Karabatić: "Sie können jeden schlagen"
Für seinen Sohn folgten mit dem deutschen Team nach der Niederlage in Schweden drei Siege in der Vorbereitung. Japan und Ungarn wurden im Juli geschlagen, vor allem aber auch das Top-Team von Olympia-Gastgeber Frankreich. Grgić gelangen in diesem Spiel seine ersten Treffer. Und Superstar Nikola Karabatić sagte: "Sie haben gezeigt, dass sie den Europameister schlagen können. Das heißt, sie können jeden schlagen."
Mehr Rückenwind geht also vor dem Turnier kaum. Daran ändert auch nichts, dass kurz vor dem Start Routinier Kai Häfner für den verletzten Franz Semper einspringen musste. Immerhin weiß der, wie man gegen Schweden gewinnt. Den bislang letzten Sieg in Rio de Janeiro erlebten aus dem aktuellen Kader nur der 35-Jährige vom TVB Stuttgart und der zwei Jahre jüngere Andreas Wolff. Der zwölfköpfige Rest hofft auf eine Premiere.

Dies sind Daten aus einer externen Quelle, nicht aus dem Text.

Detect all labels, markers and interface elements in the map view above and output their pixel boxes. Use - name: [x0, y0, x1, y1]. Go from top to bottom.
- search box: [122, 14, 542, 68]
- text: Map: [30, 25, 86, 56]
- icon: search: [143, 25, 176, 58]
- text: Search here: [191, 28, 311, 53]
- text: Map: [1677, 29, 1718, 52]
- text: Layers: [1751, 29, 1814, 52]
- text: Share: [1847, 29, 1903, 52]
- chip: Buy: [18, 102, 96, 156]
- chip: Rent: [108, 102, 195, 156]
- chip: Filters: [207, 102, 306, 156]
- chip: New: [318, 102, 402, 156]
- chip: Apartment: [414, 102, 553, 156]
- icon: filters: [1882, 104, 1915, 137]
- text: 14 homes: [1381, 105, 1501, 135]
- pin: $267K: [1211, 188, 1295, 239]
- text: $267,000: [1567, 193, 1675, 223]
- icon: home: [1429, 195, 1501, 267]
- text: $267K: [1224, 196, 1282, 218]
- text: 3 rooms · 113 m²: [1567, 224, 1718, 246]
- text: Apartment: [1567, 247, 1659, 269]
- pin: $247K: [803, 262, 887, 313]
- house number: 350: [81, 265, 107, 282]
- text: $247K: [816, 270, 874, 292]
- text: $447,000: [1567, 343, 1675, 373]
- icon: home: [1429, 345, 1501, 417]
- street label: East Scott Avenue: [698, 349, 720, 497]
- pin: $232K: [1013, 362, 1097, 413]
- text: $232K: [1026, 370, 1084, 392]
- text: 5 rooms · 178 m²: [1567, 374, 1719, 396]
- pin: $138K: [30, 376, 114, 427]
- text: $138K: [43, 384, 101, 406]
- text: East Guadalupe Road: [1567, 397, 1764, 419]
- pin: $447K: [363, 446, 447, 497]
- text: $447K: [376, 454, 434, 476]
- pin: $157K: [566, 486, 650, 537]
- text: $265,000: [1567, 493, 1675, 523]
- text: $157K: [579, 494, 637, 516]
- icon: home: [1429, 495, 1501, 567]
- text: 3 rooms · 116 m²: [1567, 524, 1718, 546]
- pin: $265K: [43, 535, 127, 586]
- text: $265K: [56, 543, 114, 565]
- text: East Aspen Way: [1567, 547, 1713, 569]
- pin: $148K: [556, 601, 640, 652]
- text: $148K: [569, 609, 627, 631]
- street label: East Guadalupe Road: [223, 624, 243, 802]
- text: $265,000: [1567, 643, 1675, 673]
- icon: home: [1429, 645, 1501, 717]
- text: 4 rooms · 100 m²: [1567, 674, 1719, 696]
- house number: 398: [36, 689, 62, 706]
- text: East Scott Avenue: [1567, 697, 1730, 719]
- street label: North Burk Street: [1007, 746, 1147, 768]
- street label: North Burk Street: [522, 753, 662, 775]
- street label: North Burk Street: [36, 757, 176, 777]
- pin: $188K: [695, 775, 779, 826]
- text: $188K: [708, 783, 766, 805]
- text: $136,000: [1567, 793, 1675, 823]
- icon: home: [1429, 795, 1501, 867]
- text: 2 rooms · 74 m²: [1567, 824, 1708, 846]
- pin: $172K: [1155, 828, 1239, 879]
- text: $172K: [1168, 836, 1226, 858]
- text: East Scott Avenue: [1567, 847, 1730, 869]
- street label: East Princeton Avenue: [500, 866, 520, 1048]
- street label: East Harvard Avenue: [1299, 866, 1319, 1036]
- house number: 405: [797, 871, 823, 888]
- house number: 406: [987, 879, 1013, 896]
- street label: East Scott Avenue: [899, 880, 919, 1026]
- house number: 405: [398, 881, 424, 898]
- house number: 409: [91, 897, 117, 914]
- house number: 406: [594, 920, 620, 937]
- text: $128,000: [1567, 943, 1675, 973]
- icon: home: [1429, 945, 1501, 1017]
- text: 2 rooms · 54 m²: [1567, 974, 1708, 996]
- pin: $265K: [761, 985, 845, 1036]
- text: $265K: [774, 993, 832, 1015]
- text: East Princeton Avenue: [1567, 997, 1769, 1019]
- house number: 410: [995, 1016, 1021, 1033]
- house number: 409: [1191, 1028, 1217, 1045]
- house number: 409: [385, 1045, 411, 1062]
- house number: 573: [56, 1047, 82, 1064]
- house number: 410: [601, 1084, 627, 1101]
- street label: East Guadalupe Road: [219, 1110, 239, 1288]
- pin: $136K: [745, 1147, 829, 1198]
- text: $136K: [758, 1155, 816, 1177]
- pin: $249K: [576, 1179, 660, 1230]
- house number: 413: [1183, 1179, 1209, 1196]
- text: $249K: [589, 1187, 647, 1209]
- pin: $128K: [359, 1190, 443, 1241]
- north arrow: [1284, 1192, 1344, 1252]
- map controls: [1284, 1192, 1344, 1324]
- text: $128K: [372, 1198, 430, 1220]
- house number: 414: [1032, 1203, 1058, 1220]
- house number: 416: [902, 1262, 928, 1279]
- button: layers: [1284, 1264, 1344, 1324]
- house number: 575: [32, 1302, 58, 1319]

Steinert: "Wir sind jetzt auch mal dran"
Zu dem zählt auch Christoph Steinert. "Ihr schlechtestes Niveau ist wahnsinnig hoch", sagte der Rückraumspieler vom HC Erlangen. So klingt Anerkennung. Warum sich das ändern wird? "Wir sind jetzt auch mal dran." So klingt Trotz. Gelingt es, die Negativserie zu beenden, wäre das schon ein großer Schritt Richtung Halbfinale.
Die ersten vier Teams aus zwei Sechsergruppen kommen ins Viertelfinale. Deutschland trifft in der Vorrunde noch auf Japan (29.07., 9 Uhr), Kroatien (31.07., 11 Uhr), Spanien (02.08, 16 Uhr) und Slowenien (04.08., 14 Uhr). Um im Viertelfinale möglichen Duellen mit Europameister Frankreich und Weltmeister Dänemark aus dem Weg zu gehen, gilt es jedoch, die ersten beiden Plätze anzupeilen. Damit die Handball-Männer nicht doch unfreiwillig früh zu Olympia-Touristen werden.